[Records for this exercise]

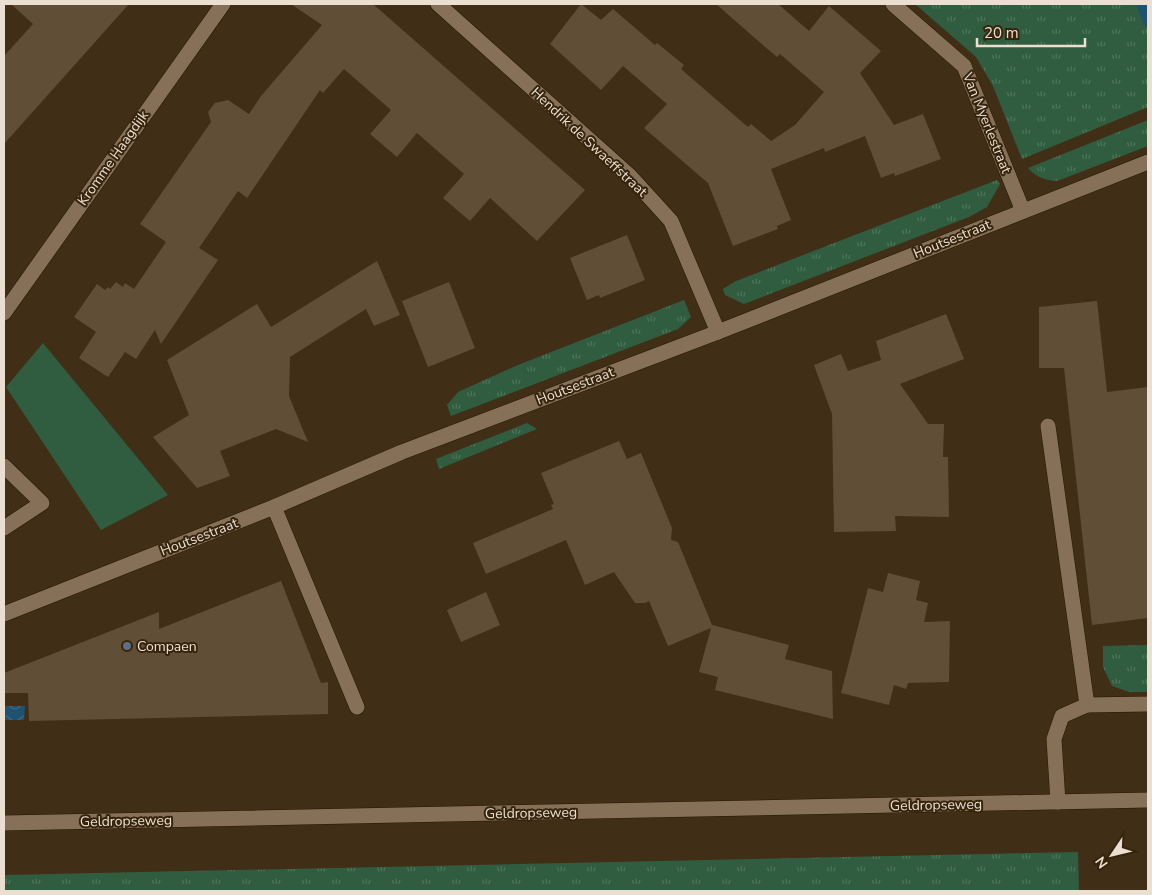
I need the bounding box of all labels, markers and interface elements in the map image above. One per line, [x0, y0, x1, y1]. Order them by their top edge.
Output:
scale bar [977, 15, 1084, 47]
text: 20 m [984, 23, 1019, 43]
street label: Van Myerlestraat [958, 69, 1016, 176]
street label: Hendrik de Swaeffstraat [527, 83, 651, 201]
street label: Kromme Haagdijk [73, 106, 153, 209]
street label: Houtsestraat [911, 215, 993, 263]
street label: Houtsestraat [533, 362, 617, 409]
street label: Houtsestraat [157, 513, 241, 560]
place label: Compaen [137, 637, 197, 656]
marker: Compaen [121, 640, 133, 652]
street label: Geldropseweg [890, 795, 982, 815]
street label: Geldropseweg [485, 803, 577, 823]
street label: Geldropseweg [80, 811, 172, 831]
north arrow [1087, 830, 1137, 880]
text: N [1091, 852, 1113, 872]

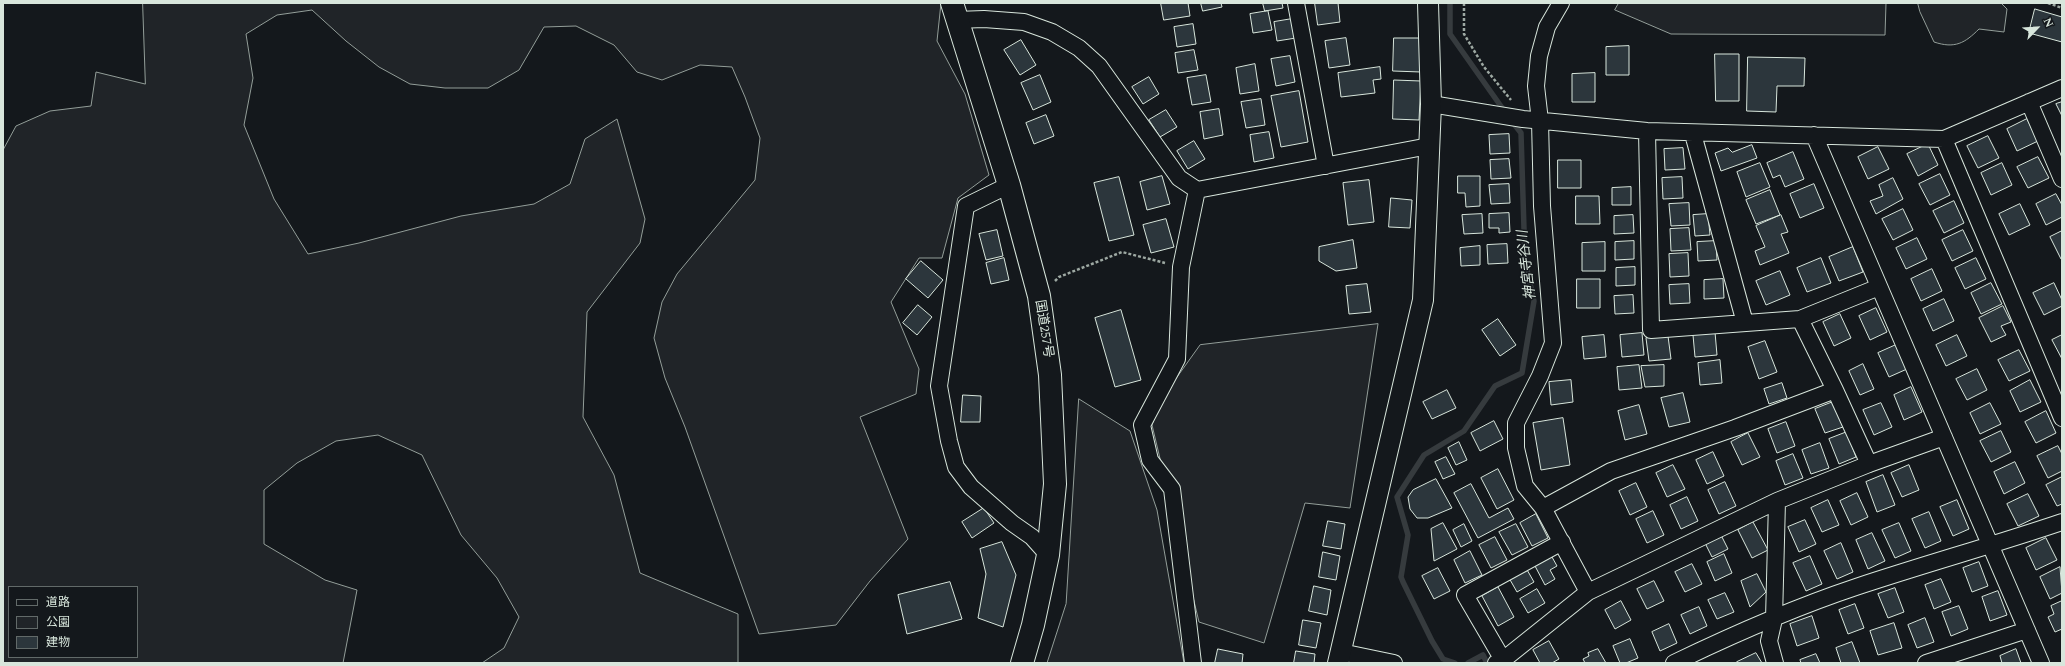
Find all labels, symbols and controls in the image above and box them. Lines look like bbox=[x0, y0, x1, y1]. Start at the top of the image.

[/Records for this exercise]

**Work instructions**: For the word "image", count the lines of the data that contain it and report only the total.

**Response box**: 2